* Exercise data

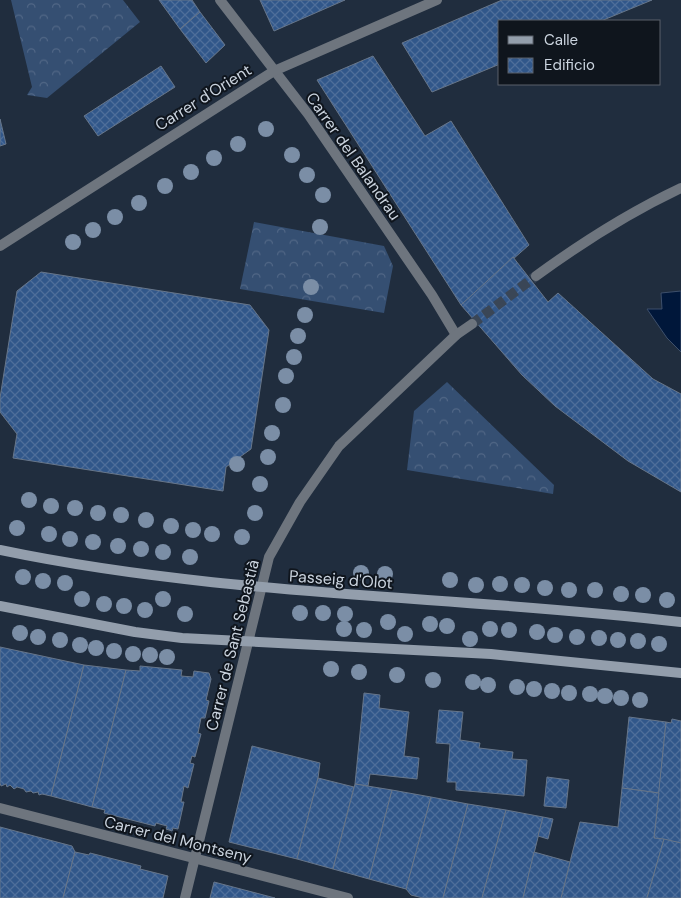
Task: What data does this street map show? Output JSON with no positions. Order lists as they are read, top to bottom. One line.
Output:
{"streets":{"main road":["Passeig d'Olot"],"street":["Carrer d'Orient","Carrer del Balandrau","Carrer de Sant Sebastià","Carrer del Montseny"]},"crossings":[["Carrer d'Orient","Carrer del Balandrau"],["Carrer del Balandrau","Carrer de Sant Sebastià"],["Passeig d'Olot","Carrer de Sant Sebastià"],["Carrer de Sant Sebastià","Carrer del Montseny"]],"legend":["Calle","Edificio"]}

* Task directions
Exactly as written, return every line of the listing, but not the pictures.

* Answer section
Task: What data does this street map show? Output JSON with no positions. Order lists as they are read, top to bottom. One line.
Output:
{"streets":{"main road":["Passeig d'Olot"],"street":["Carrer d'Orient","Carrer del Balandrau","Carrer de Sant Sebastià","Carrer del Montseny"]},"crossings":[["Carrer d'Orient","Carrer del Balandrau"],["Carrer del Balandrau","Carrer de Sant Sebastià"],["Passeig d'Olot","Carrer de Sant Sebastià"],["Carrer de Sant Sebastià","Carrer del Montseny"]],"legend":["Calle","Edificio"]}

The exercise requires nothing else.